Unlike “Munich,” the widely popular TV series “Homeland” was not just another pro-Israel American argument that justified Israeli wars and violence. The series, one of the most racist and Islamophobic shows on television, was entirely modeled on the Israeli show “Hatufim” (Prisoners of War). The writer and director of the Israeli show, Gideon Raff, was included in the American version, serving as an executive producer.
The change in ownership of the narrative may seem superficial, as pro-Israel Hollywood propaganda is being replaced by organic Israeli propaganda. However, this is not the case.
The pro-Israel agenda of the past — the romanticization that followed the creation of Israel in 1948 — did not last long. The Israeli defeat of Arab armies in 1967, thanks to the massive US military support of Tel Aviv, replaced the image of nascent, vulnerable Israel with that of the brave Israeli army, capable of defeating several rival militaries at once. It was then that Israeli soldiers toured US colleges and schools talking about their heroism on the battlefield. The Israeli invasion of Lebanon and the subsequent massacres, like that of Sabra and Shatila, forced a rethink.
Throughout the 1980s and 1990s, Israel largely existed in US entertainment as a comic relief, from shows like “Friends” and “Frasier” to, more recently, “The Big Bang Theory.” References to Israel were often followed by a laugh — a clever and effective way of giving Israel positive, happy associations.
The war on terror, starting in 2001, coupled with the creation of the Master Class project, allowed Israel to return to the Hollywood universe, not as an occasional reference but as a staple, with Israeli shows, or joint US-Israeli productions, defining a whole new genre: Making difficult choices to fight terrorism and ultimately save the world.

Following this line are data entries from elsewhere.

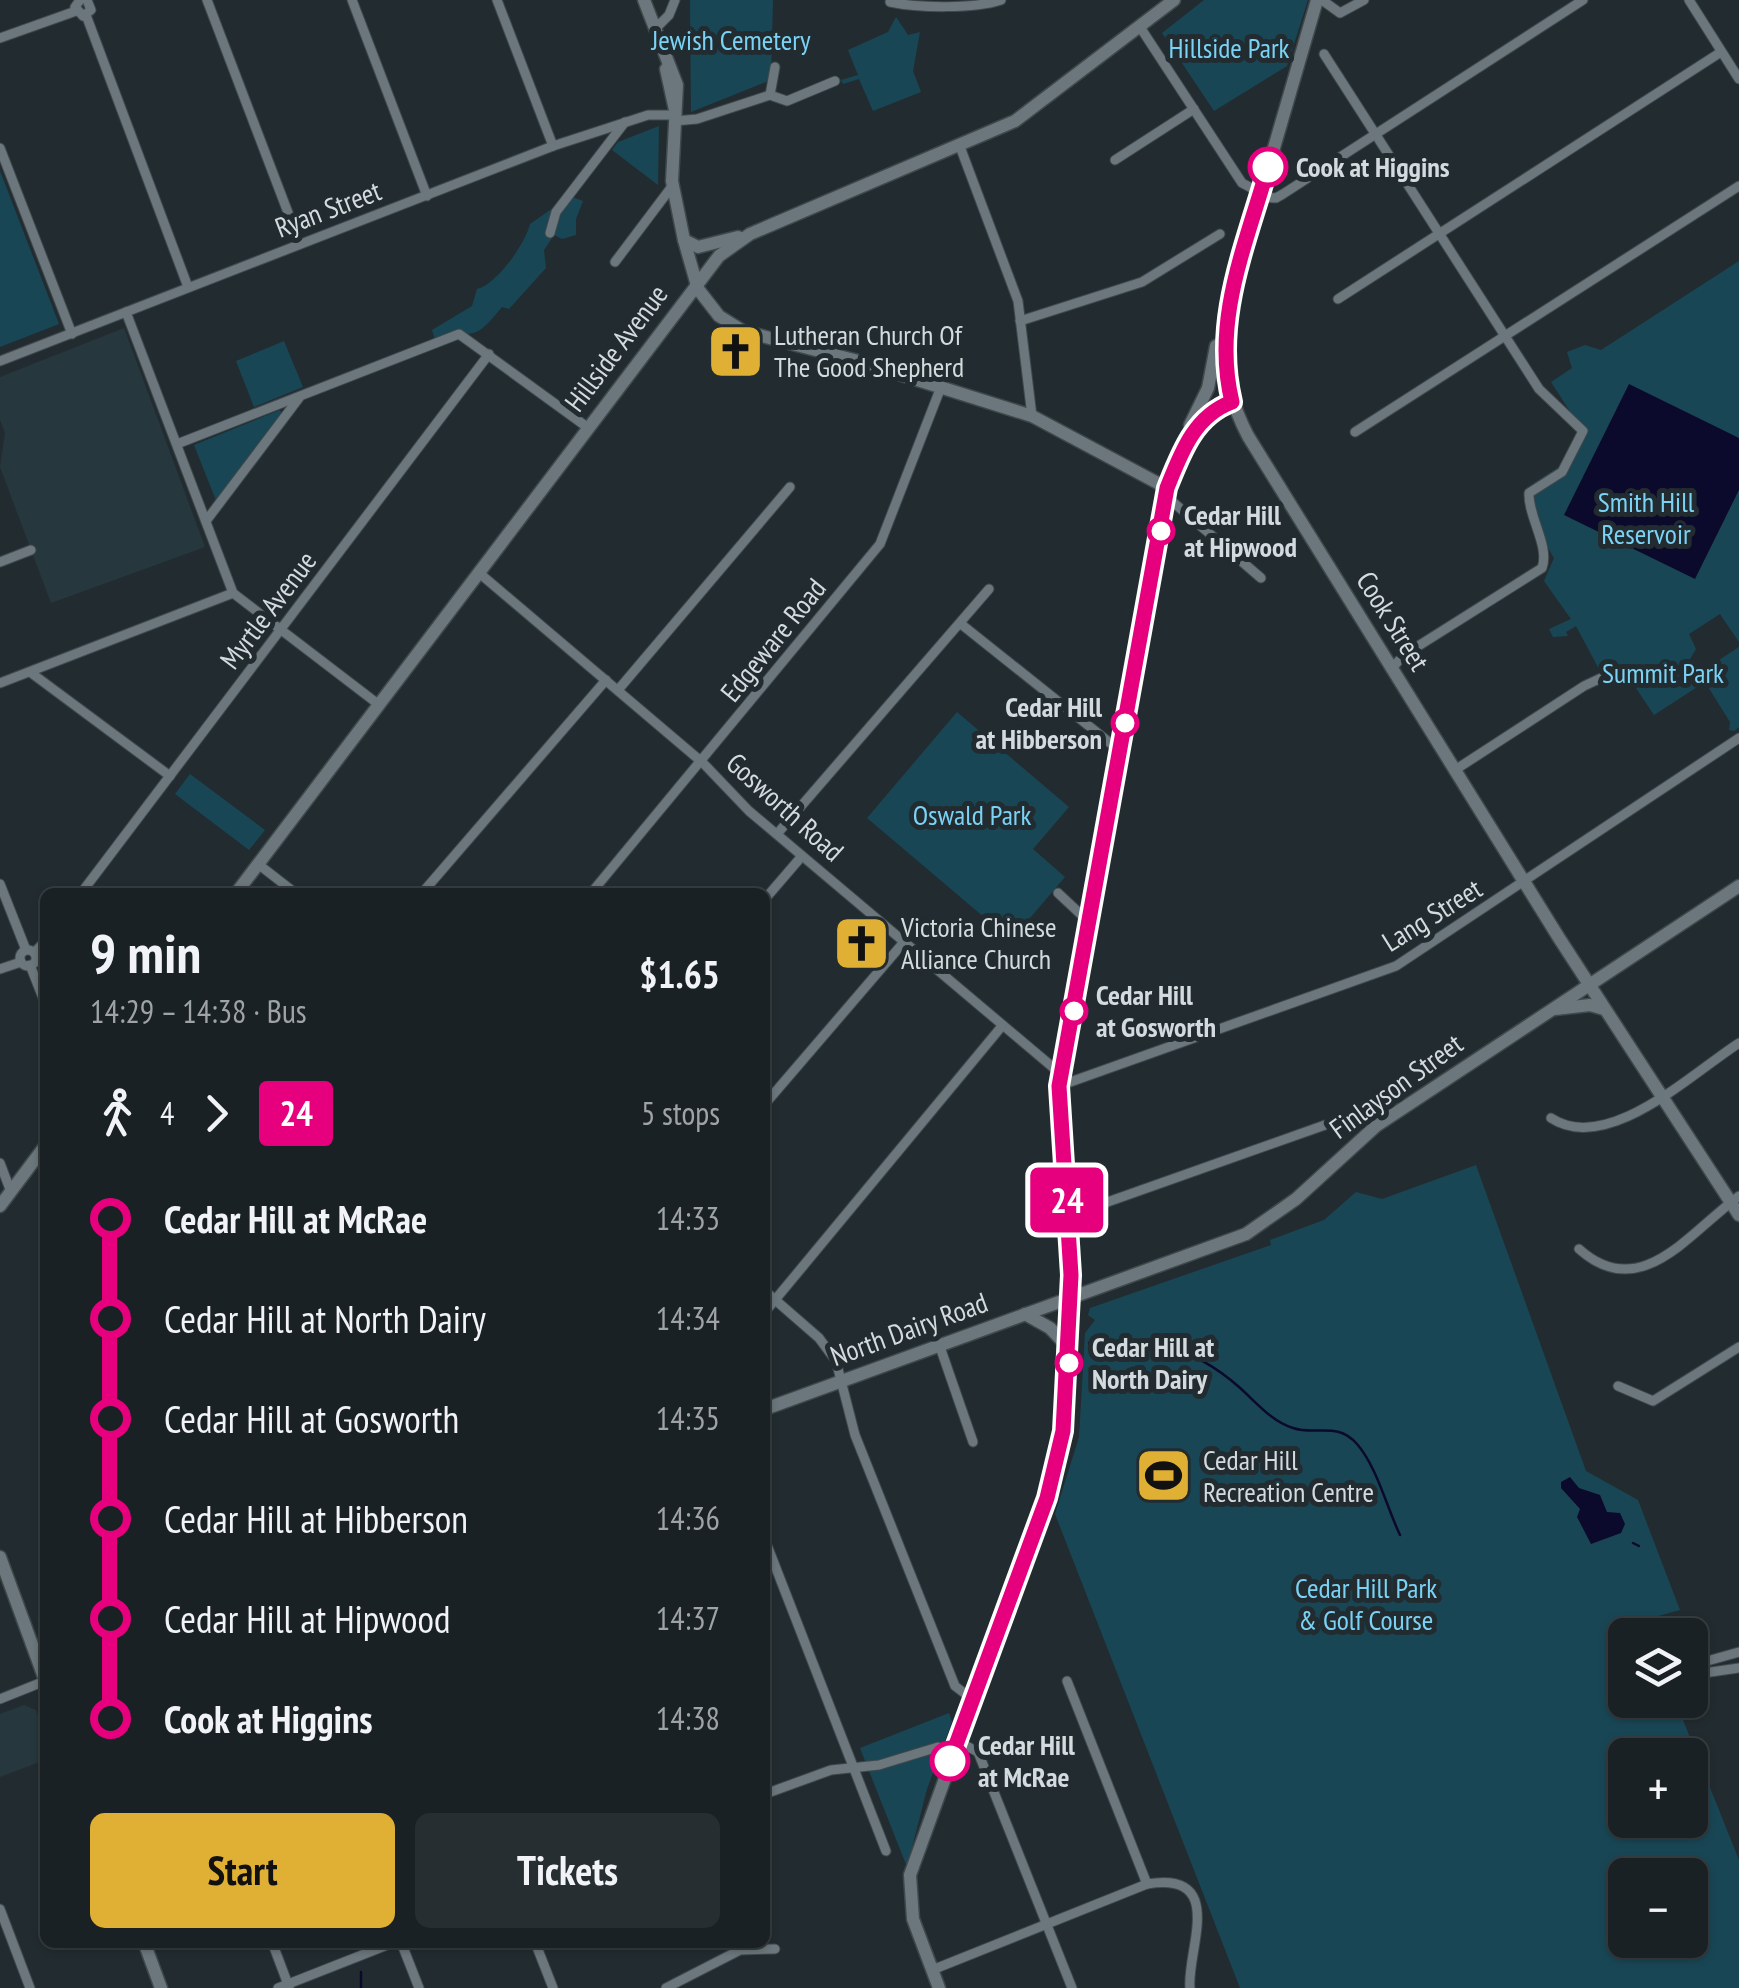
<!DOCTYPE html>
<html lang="en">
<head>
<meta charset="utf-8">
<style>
	:root { --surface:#1a2124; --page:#272e31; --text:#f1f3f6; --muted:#9fa3a6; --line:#383e41; --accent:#e0b034 }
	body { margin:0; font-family:"PT Sans Narrow",sans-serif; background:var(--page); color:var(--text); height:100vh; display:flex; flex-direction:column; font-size:38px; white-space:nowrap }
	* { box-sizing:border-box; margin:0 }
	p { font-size:32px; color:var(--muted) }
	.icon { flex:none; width:55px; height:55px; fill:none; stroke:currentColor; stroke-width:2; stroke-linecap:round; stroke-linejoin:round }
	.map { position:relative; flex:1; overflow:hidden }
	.details { position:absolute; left:40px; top:888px; width:730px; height:1060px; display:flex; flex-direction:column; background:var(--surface); border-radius:15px; box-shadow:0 2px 8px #0004,0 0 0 2px var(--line) }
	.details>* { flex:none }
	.badge { padding:0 20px; border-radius:8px; font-size:35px; line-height:65px }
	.buttons { position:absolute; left:1608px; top:1618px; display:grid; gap:20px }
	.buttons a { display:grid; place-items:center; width:100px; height:100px; border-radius:15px; background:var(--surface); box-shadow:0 2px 8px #0004,0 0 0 2px var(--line); font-size:50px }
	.map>.badge { position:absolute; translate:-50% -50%; box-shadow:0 0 0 5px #fff }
	.legs { display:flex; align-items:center; gap:15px; height:110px; padding:0 50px; font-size:32px }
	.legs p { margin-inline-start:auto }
	.headline { display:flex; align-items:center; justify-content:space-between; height:170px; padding:0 50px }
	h1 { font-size:55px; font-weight:700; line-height:75px }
	.button { display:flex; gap:20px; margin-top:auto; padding:20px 50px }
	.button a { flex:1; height:115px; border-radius:15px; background:var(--accent); color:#111; font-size:40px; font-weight:700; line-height:115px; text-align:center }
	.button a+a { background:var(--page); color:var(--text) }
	ul { padding:0 50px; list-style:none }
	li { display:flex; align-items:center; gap:35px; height:100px; font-size:38px }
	li i { display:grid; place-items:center; width:15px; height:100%; margin:0 12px; background:currentColor }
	li i::after { content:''; width:25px; height:25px; margin:-12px; border:8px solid; border-radius:50%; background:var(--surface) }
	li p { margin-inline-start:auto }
	li:first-child i { background:linear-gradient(#0000 50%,currentColor 0) }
	li:last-child i { background:linear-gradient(currentColor 50%,#0000 0) }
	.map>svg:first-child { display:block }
	.built { fill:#26373e }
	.green { fill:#194655; fill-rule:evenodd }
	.water { fill:#0c0a2c }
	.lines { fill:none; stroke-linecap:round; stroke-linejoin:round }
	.stream { stroke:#0c0a2c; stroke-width:2.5 }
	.street-casing { stroke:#3f484b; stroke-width:11 }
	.secondary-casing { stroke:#3f484b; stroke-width:15 }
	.street { stroke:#6b777c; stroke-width:9 }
	.secondary { stroke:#6b777c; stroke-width:12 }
	.line-1-casing { stroke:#fff; stroke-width:22 }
	.line-1 { stroke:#e6007e; stroke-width:15 }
	.stop-1-dot { fill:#fff; stroke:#e6007e; stroke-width:5 }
	.labels { text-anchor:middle; stroke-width:10; stroke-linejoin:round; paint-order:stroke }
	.park-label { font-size:28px; fill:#7ad2f4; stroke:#222c30 }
	.stop-label { font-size:28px; font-weight:bold; fill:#d4dbde; stroke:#222c30; text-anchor:start }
	.street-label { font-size:28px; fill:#d4dbde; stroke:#222c30 }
	.poi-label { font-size:28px; fill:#d4dbde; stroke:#222c30; text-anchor:start }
</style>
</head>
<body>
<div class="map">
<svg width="1739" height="1988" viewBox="0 0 1739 1988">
	<rect width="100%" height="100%" fill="#222c30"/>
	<g class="built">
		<path d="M124 328 205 547 51 603 0 467 5 433 0 420V377Z"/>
		<path d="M24 1705 36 1710 45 1734V1760L0 1777V1714Z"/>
	</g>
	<g class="green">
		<path d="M690 0H773L771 80 691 112Z"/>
		<path d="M1204 0H1308L1287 66 1214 111 1162 33Z"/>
		<path d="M896 17 908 35 920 32 913 71 921 92 873 111 859 79 843 84 841 80 858 75 848 50 888 32Z"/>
		<path d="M659 126 658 185 612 150 618 142Z"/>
		<path d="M0 171 59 324 0 347Z"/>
		<path d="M570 196 583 201 576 219V235L562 239 554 235 544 250 546 268 509 309 502 307C472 344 478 328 435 340L432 330 472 306 477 289C497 285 526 242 530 224Z"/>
		<path d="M1739 261V642L1720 614 1689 634 1696 649 1690 659 1699 673 1739 647V727L1734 731 1729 730 1730 722 1705 682 1654 715 1622 667 1601 673 1576 626 1566 632 1568 636 1553 637 1549 629 1571 619 1544 581 1554 558C1540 536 1533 511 1534 483L1571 459 1584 433 1551 382 1572 368 1567 352 1585 345 1601 350Z"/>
		<path d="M284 341 303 387 254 407 236 361Z"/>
		<path d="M280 410 282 415 217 503 194 445Z"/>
		<path d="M957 712 1069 807 1033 849 1065 877 1011 940 867 818Z"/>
		<path d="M190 774 265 830 249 850 175 794Z"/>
		<path d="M1476 1165 1586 1471 1638 1500 1680 1610 1644 1620 1650 1635H1625V1700H1675L1739 1860V1988H1240L1055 1514 1079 1437 1085 1333 1095 1320 1088 1315 1090 1308 1271 1245 1270 1240 1324 1220 1356 1192 1382 1199ZM1625 1755H1690V1820H1625ZM1625 1875H1690V1940H1625Z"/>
		<path d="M949 1713 952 1722 927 1789 907 1867 860 1748Z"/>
	</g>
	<g class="water">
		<path d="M1629 384 1739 438V490L1695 579 1564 515Z"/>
		<path d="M1570 1477 1579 1488 1600 1495 1607 1512 1620 1513 1625 1524 1621 1533 1591 1544 1577 1517 1580 1509 1561 1488V1482Z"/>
	</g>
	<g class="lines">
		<g class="stream">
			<path d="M1089 1343C1152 1341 1189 1343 1239 1387 1256 1402 1271 1421 1293 1428 1316 1436 1337 1421 1357 1444 1377 1467 1387 1508 1400 1535"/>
			<path d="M1633 1543 1639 1546"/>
			<path d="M362 1942V1947"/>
			<path d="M361 1988V1972"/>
		</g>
		<defs>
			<g id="street">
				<path d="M80 0 75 7 83 16 91 10 87 0"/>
				<path d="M207 0 300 244"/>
				<path d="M352 0 427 196"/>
				<path d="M497 0 553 146"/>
				<path d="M1322 0 1340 13 1364 0"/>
				<path d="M1689 0 1739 79"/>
				<path d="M890 2C918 8 975 9 1001 0"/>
				<path d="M86 15 188 287"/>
				<path d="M1140 27 1242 183 1261 193"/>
				<path d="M655 29 669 15 675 0"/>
				<path d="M0 38 76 11"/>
				<path d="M1324 54 1539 389 1583 431 1562 472 1529 493C1528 517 1550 546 1542 568L1404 655 1393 667"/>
				<path d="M775 67 770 95 787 101 835 81"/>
				<path d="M675 121 697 119 770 95"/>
				<path d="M959 144 1018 301 1032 416"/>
				<path d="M0 148 72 334"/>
				<path d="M1115 160 1194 109"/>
				<path d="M1260 197 1276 198 1283 194 1583 0"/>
				<path d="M550 233 556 212 625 122"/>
				<path d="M615 262 673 185"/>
				<path d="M1338 299 1721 52"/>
				<path d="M126 312 233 593 378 704"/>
				<path d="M1020 321 1142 282 1220 234"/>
				<path d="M0 361 553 146 648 115H675"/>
				<path d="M1355 432 1739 186"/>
				<path d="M177 444 459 334 587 427"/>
				<path d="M1167 497 1261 578"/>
				<path d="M206 521 299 398"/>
				<path d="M0 562 31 550"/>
				<path d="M478 572 703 763 749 811 1062 1075"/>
				<path d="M961 624 1119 750"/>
				<path d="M30 672 170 776"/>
				<path d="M0 683 233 593"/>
				<path d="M618 690 790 487"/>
				<path d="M1455 770 1584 686 1616 671"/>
				<path d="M777 834 989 589"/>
				<path d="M258 864 294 892"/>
				<path d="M0 884 26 950"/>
				<path d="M82 892 489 354"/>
				<path d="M423 892 606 680"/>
				<path d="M592 892 880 544 941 387"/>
				<path d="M1058 893 1089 922"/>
				<path d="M765 899 802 856"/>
				<circle cx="28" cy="958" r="8"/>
				<path d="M34 953 45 941"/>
				<path d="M30 965 45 1003"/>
				<path d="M0 969 21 962"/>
				<path d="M1059 1086 1396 966 1739 738"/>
				<path d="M765 1104 904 942"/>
				<path d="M1551 1118C1607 1155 1691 1074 1739 1043"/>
				<path d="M0 1163 11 1192"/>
				<path d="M1068 1216 1325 1125"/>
				<path d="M1579 1249C1640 1304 1689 1233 1739 1196"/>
				<path d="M765 1291 819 1338 836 1361 855 1435 955 1686 972 1699"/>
				<path d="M765 1312 1002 1026"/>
				<path d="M939 1344 973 1442"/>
				<path d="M1618 1386 1653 1401 1739 1347"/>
				<path d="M765 1540 886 1851"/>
				<path d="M1690 1671 1700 1663 1739 1652"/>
				<path d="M1690 1675 1739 1668"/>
				<path d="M1067 1681 1147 1884"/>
				<path d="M0 1699 45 1681"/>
				<path d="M957 1741 978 1752 1072 1988"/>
				<path d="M765 1794 831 1770 879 1765 938 1747 954 1751"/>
				<path d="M0 1909 30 1988"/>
				<path d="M272 1942 289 1987"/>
				<path d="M401 1942 419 1988"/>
				<path d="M535 1942 553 1988"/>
				<path d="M932 1970 1147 1884C1228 1870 1186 1952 1190 1988"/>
				<path d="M278 1988 395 1942"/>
				<path d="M666 1988 740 1950 775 1949"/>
			</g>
			<g id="secondary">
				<path d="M644 0 677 85 672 181 684 240 698 289 719 316 743 331 854 360 1032 416 1167 488"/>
				<path d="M1317 0 1228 306C1219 352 1226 394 1248 436L1559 938 1739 1215"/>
				<path d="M666 69 675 110"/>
				<path d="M684 240 698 247 738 237"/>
				<path d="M1190 425 1208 388 1216 346"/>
				<path d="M237 892 719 256 750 234 1015 121 1174 0"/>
				<path d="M1555 1009 1590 1005 1604 1009"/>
				<path d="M0 1206 45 1146"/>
				<path d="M1025 1314 1050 1328 1070 1349"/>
				<path d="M765 1409 1246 1234 1296 1199 1376 1126 1739 886"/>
				<path d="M0 1557 45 1680"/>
				<path d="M144 1942 161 1988"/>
				<path d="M939 1988 913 1919 910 1875 1047 1497 1066 1411 1071 1313 1059 1086 1167 488C1181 453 1195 416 1232 402"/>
			</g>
		</defs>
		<use href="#street" class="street-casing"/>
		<use href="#secondary" class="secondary-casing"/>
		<use href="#street" class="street"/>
		<use href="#secondary" class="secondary"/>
	</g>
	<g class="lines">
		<defs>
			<path id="line-1" d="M950 1761 1047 1498 1063 1431 1071 1275 1059 1086 1167 488C1181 453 1194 416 1232 402 1212 320 1246 245 1268 167"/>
		</defs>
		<use href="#line-1" class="line-1-casing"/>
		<use href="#line-1" class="line-1"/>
	</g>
	<defs>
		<symbol id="church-square" viewBox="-11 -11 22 22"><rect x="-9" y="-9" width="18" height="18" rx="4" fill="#e0b034" stroke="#222c30"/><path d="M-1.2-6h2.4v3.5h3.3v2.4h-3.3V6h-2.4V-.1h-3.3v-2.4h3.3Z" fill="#111"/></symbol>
		<symbol id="stadium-square" viewBox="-11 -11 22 22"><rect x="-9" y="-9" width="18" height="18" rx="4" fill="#e0b034" stroke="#222c30"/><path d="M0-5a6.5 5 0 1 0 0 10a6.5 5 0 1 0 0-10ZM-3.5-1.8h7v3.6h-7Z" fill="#111"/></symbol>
	</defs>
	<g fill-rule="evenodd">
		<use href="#church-square" x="704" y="320" width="63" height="63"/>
		<use href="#church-square" x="830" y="912" width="63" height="63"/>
		<use href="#stadium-square" x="1132" y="1444" width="63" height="63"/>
	</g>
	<g class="stop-1-dot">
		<circle cx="1268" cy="167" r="18"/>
		<circle cx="1161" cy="531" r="12"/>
		<circle cx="1125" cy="723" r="12"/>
		<circle cx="1074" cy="1011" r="12"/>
		<circle cx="1069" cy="1363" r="12"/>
		<circle cx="950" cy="1761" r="18"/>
	</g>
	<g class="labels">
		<g class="park-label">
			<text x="731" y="50">Jewish Cemetery</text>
			<text x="1229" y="58">Hillside Park</text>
			<text x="1646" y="512">Smith Hill<tspan x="1646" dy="32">Reservoir</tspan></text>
			<text x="1663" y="683">Summit Park</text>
			<text x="972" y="825">Oswald Park</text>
			<text x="1366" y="1598">Cedar Hill Park<tspan x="1366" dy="32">&amp; Golf Course</tspan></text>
		</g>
		<g class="stop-label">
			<text x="1296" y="177">Cook at Higgins</text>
			<text x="1184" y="525">Cedar Hill<tspan x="1184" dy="32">at Hipwood</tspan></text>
			<text x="1102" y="717" text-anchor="end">Cedar Hill<tspan x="1102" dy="32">at Hibberson</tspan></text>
			<text x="1096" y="1005">Cedar Hill<tspan x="1096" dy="32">at Gosworth</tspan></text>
			<text x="1092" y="1357">Cedar Hill at<tspan x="1092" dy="32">North Dairy</tspan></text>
			<text x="978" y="1755">Cedar Hill<tspan x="978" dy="32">at McRae</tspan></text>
		</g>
		<g class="street-label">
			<text transform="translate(328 209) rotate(-21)" y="10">Ryan Street</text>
			<text transform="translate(616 348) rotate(-53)" y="10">Hillside Avenue</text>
			<text transform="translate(268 610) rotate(-53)" y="10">Myrtle Avenue</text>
			<text transform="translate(1393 621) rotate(58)" y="10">Cook Street</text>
			<text transform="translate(773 640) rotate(-51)" y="10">Edgeware Road</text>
			<text transform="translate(785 807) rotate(42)" y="10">Gosworth Road</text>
			<text transform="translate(1432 915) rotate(-32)" y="10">Lang Street</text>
			<text transform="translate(1396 1086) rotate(-36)" y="10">Finlayson Street</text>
			<text transform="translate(909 1329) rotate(-20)" y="10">North Dairy Road</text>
		</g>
		<g class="poi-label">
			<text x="774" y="345">Lutheran Church Of<tspan x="774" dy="32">The Good Shepherd</tspan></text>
			<text x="901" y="937">Victoria Chinese<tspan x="901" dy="32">Alliance Church</tspan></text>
			<text x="1203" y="1470">Cedar Hill<tspan x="1203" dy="32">Recreation Centre</tspan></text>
		</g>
	</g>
</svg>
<div class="buttons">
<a><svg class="icon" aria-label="layers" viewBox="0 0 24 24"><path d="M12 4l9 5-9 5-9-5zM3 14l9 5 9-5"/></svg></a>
<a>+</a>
<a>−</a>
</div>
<b class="badge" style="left:1067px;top:1200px;background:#e6007e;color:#fff">24</b>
<section class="details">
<div class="headline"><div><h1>9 min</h1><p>14:29 – 14:38 · Bus</p></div><b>$1.65</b></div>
<div class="legs"><svg class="icon" aria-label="walk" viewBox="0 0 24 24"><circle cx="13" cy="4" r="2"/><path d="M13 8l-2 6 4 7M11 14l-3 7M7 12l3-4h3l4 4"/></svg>4<svg class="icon" aria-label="forward" viewBox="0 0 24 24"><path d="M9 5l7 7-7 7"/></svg><b class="badge" style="background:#e6007e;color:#fff">24</b><p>5 stops</p></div>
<ul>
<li><i style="color:#e6007e"></i><b>Cedar Hill at McRae</b><p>14:33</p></li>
<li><i style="color:#e6007e"></i><span>Cedar Hill at North Dairy</span><p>14:34</p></li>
<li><i style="color:#e6007e"></i><span>Cedar Hill at Gosworth</span><p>14:35</p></li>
<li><i style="color:#e6007e"></i><span>Cedar Hill at Hibberson</span><p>14:36</p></li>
<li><i style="color:#e6007e"></i><span>Cedar Hill at Hipwood</span><p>14:37</p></li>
<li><i style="color:#e6007e"></i><b>Cook at Higgins</b><p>14:38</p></li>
</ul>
<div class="button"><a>Start</a><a>Tickets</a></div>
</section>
</div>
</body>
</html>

The exploitation of Israeli women on magazine covers — Maxim, for example — was a whole different shady business, catering to a different audience. The half-naked female Israeli army soldiers succeeded, in the minds of many, in justifying war through sexual imagery. This genre became particularly popular following the bloody Israeli wars on Gaza, which killed thousands.
Israel’s growing influence on the Marvel movies is a combination of all these elements: The sexualization of the supposedly strong, empowered woman, the normalization of those who carry out Israeli crimes — Gadot, the soldier, and Sabra, the Mossad agent — and the direct injection of Israeli priorities into everyday American reality.
Yet, there is a silver lining. For decades, Israel has hidden behind false, romanticized historical notions, making its case to the US and other Western publics, often indirectly. But the wars on Gaza, the exponential growth of the Palestinian boycott movement and the proliferation of social media have forced Israel out of hiding.
The new Hollywood Israeli is now a warrior, often forced to make difficult moral choices, but is, like its American counterpart, ultimately a force for good. Whether Israel will succeed in maintaining this image will depend on several factors, including the pro-Palestinian communities’ ability to counter such falsehood and hasbara.